The expected result is a word-for-word copy of the entries, minus any pictures.

Stored data:

-- Opening Marker --

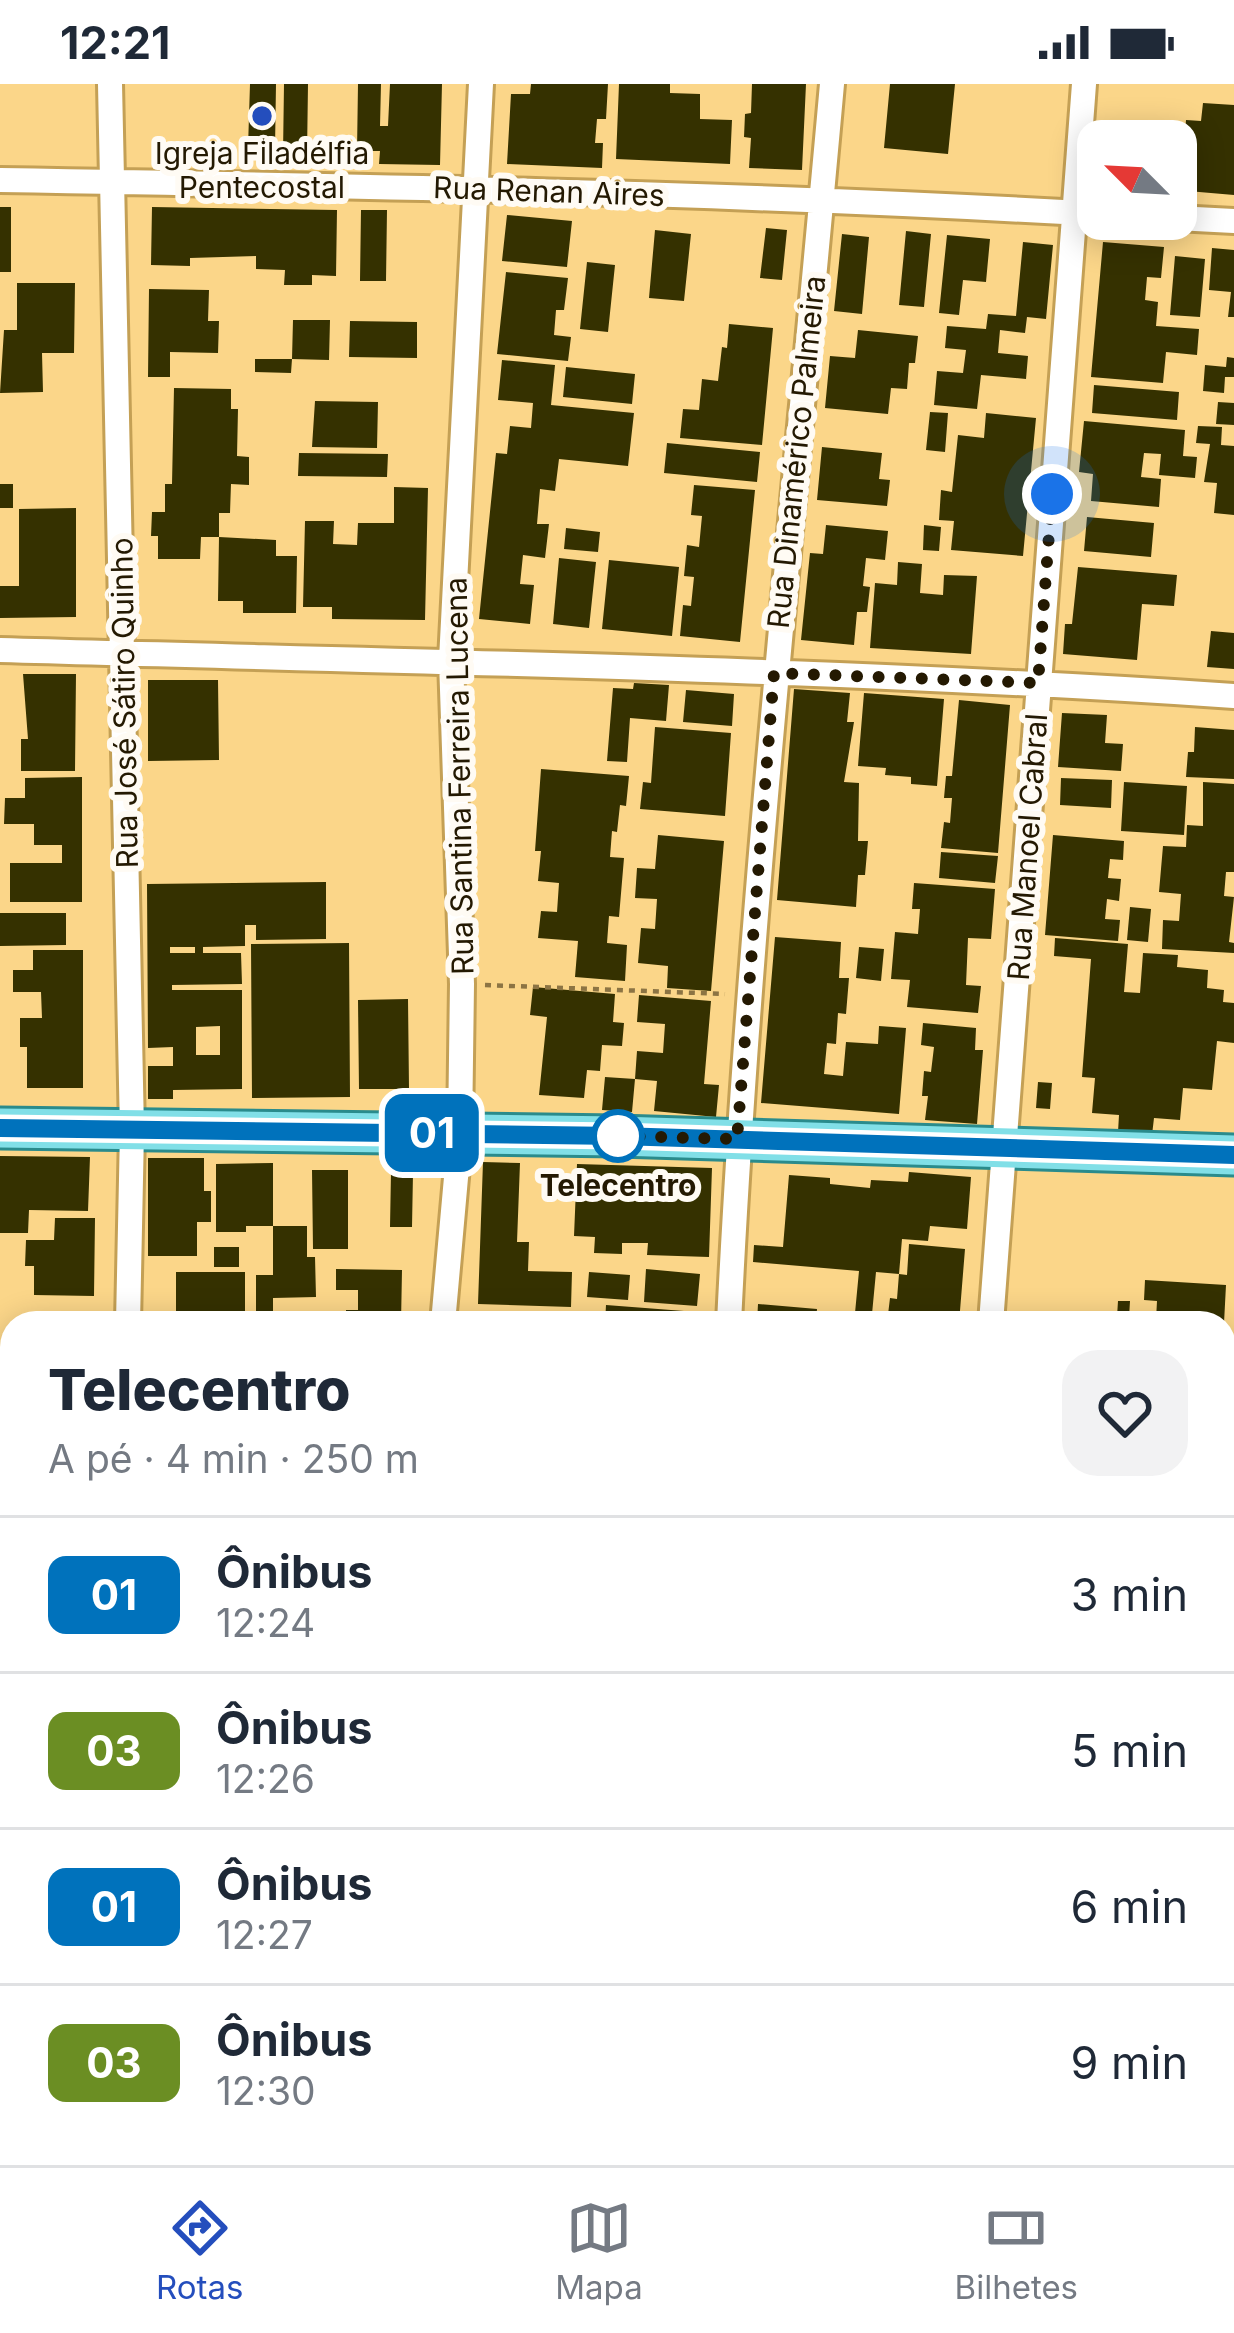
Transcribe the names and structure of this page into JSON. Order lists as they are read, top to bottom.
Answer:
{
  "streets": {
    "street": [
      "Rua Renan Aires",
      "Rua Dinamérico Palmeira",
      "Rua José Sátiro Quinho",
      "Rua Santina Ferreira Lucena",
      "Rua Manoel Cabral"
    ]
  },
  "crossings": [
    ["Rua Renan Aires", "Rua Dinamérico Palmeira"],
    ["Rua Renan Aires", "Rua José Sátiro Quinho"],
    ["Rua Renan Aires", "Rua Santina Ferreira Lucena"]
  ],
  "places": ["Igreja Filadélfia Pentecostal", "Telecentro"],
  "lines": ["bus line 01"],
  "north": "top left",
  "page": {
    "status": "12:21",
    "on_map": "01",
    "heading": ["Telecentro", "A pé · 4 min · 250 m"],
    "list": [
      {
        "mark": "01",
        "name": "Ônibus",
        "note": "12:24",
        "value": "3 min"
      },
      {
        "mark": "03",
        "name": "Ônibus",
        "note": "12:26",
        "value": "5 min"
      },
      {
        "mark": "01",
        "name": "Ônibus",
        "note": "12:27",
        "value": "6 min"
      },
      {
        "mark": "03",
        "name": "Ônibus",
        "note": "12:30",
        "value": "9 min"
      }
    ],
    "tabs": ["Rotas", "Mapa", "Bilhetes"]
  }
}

-- Closing Marker --

* [RESPONSE BELOW]
Transcribe the names and structure of this page into JSON. Order lists as they are read, top to bottom.
Answer:
{
  "streets": {
    "street": [
      "Rua Renan Aires",
      "Rua Dinamérico Palmeira",
      "Rua José Sátiro Quinho",
      "Rua Santina Ferreira Lucena",
      "Rua Manoel Cabral"
    ]
  },
  "crossings": [
    ["Rua Renan Aires", "Rua Dinamérico Palmeira"],
    ["Rua Renan Aires", "Rua José Sátiro Quinho"],
    ["Rua Renan Aires", "Rua Santina Ferreira Lucena"]
  ],
  "places": ["Igreja Filadélfia Pentecostal", "Telecentro"],
  "lines": ["bus line 01"],
  "north": "top left",
  "page": {
    "status": "12:21",
    "on_map": "01",
    "heading": ["Telecentro", "A pé · 4 min · 250 m"],
    "list": [
      {
        "mark": "01",
        "name": "Ônibus",
        "note": "12:24",
        "value": "3 min"
      },
      {
        "mark": "03",
        "name": "Ônibus",
        "note": "12:26",
        "value": "5 min"
      },
      {
        "mark": "01",
        "name": "Ônibus",
        "note": "12:27",
        "value": "6 min"
      },
      {
        "mark": "03",
        "name": "Ônibus",
        "note": "12:30",
        "value": "9 min"
      }
    ],
    "tabs": ["Rotas", "Mapa", "Bilhetes"]
  }
}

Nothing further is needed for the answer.